Your assignment :: Everything from the line containing "Enumerate all text" to the end of the data must be duplicated word for word, and nothing else may appear.

Data shown ::
########################################
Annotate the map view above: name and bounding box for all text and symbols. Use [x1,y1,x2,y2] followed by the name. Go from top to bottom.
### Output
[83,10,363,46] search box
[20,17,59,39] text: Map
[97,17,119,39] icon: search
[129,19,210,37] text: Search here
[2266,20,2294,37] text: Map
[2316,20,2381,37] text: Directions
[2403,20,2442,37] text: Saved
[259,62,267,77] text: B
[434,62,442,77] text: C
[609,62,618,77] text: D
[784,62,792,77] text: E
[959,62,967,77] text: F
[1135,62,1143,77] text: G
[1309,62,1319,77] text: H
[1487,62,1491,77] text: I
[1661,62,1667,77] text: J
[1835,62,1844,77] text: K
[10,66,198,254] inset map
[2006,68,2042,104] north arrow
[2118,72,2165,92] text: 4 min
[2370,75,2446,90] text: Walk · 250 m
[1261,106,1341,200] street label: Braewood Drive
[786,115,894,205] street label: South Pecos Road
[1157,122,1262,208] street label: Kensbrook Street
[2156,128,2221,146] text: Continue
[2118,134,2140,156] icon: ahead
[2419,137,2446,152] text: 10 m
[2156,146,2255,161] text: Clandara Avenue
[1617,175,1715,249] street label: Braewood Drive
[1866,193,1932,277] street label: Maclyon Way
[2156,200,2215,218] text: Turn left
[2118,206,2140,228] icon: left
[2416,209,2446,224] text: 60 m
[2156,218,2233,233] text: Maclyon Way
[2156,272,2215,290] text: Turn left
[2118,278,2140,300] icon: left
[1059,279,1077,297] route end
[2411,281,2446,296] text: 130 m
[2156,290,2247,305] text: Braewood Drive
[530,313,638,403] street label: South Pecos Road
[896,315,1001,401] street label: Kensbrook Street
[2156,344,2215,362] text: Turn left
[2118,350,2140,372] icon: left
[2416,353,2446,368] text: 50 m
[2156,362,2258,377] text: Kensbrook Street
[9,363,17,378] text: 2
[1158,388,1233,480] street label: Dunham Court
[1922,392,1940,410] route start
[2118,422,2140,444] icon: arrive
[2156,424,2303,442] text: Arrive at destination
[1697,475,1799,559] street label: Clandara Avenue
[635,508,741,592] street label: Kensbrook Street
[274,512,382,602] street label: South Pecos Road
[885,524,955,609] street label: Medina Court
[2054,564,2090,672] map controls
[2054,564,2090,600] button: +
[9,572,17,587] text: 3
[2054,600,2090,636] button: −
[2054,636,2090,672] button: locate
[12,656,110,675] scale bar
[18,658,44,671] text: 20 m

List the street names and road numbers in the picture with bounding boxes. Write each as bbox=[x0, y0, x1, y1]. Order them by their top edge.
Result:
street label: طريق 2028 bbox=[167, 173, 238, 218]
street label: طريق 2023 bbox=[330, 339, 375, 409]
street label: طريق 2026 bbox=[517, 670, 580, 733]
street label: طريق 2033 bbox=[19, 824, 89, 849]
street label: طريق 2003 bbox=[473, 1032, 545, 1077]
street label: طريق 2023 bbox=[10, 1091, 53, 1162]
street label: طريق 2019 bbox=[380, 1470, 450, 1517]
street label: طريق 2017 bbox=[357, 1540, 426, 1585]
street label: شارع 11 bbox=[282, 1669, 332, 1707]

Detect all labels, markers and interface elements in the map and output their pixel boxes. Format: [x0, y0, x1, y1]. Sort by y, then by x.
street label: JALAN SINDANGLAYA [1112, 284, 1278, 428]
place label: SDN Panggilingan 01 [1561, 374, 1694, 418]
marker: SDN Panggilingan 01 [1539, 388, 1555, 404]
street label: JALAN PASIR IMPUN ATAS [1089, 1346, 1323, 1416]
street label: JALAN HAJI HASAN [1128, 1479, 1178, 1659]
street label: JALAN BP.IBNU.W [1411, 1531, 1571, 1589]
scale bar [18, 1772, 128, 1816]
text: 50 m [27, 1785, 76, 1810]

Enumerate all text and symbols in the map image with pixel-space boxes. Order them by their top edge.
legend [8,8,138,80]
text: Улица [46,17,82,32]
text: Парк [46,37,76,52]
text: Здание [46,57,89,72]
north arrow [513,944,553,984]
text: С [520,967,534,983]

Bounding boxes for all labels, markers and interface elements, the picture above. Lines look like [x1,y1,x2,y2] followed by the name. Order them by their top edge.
########################################
Response area ::
Enumerate all text and symbols in the map image with pixel-space boxes. Order them by their top edge.
legend [8,8,138,80]
text: Улица [46,17,82,32]
text: Парк [46,37,76,52]
text: Здание [46,57,89,72]
north arrow [513,944,553,984]
text: С [520,967,534,983]

Bounding boxes for all labels, markers and interface elements, the picture above. Lines look like [x1,y1,x2,y2] followed by the name. Order them by their top edge.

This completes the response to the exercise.